▶ WORK INSTRUCTION
Where a line has odd spacing or punctuation, keep it; transcribe all the entries exactly.
"""
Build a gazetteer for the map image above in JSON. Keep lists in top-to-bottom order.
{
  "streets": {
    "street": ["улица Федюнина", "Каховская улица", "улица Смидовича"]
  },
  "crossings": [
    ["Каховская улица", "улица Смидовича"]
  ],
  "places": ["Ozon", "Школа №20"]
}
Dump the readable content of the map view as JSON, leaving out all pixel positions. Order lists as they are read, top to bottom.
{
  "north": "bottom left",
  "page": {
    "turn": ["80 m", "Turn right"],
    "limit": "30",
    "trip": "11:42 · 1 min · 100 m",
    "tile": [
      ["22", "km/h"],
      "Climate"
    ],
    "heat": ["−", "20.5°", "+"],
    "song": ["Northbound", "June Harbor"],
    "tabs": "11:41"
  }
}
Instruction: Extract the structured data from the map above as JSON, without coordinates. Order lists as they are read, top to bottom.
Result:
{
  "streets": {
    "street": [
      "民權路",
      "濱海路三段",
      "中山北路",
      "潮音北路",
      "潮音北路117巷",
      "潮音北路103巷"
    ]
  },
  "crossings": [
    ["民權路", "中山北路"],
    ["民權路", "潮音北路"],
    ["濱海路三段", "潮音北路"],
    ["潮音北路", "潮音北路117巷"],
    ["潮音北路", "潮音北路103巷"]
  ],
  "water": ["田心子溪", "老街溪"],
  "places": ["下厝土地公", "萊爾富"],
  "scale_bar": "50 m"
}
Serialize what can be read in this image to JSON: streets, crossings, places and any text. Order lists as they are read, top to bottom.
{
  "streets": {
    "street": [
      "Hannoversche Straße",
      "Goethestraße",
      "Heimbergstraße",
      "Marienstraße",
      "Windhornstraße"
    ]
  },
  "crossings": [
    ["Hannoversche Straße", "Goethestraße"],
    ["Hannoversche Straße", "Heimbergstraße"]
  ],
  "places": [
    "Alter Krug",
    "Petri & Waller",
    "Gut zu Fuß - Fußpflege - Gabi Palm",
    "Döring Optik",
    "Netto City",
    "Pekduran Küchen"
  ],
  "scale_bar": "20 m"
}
"""
▶ ANSWER
Build a gazetteer for the map image above in JSON. Keep lists in top-to-bottom order.
{
  "streets": {
    "street": ["улица Федюнина", "Каховская улица", "улица Смидовича"]
  },
  "crossings": [
    ["Каховская улица", "улица Смидовича"]
  ],
  "places": ["Ozon", "Школа №20"]
}
Dump the readable content of the map view as JSON, leaving out all pixel positions. Order lists as they are read, top to bottom.
{
  "north": "bottom left",
  "page": {
    "turn": ["80 m", "Turn right"],
    "limit": "30",
    "trip": "11:42 · 1 min · 100 m",
    "tile": [
      ["22", "km/h"],
      "Climate"
    ],
    "heat": ["−", "20.5°", "+"],
    "song": ["Northbound", "June Harbor"],
    "tabs": "11:41"
  }
}
Instruction: Extract the structured data from the map above as JSON, without coordinates. Order lists as they are read, top to bottom.
Result:
{
  "streets": {
    "street": [
      "民權路",
      "濱海路三段",
      "中山北路",
      "潮音北路",
      "潮音北路117巷",
      "潮音北路103巷"
    ]
  },
  "crossings": [
    ["民權路", "中山北路"],
    ["民權路", "潮音北路"],
    ["濱海路三段", "潮音北路"],
    ["潮音北路", "潮音北路117巷"],
    ["潮音北路", "潮音北路103巷"]
  ],
  "water": ["田心子溪", "老街溪"],
  "places": ["下厝土地公", "萊爾富"],
  "scale_bar": "50 m"
}
Serialize what can be read in this image to JSON: streets, crossings, places and any text. Order lists as they are read, top to bottom.
{
  "streets": {
    "street": [
      "Hannoversche Straße",
      "Goethestraße",
      "Heimbergstraße",
      "Marienstraße",
      "Windhornstraße"
    ]
  },
  "crossings": [
    ["Hannoversche Straße", "Goethestraße"],
    ["Hannoversche Straße", "Heimbergstraße"]
  ],
  "places": [
    "Alter Krug",
    "Petri & Waller",
    "Gut zu Fuß - Fußpflege - Gabi Palm",
    "Döring Optik",
    "Netto City",
    "Pekduran Küchen"
  ],
  "scale_bar": "20 m"
}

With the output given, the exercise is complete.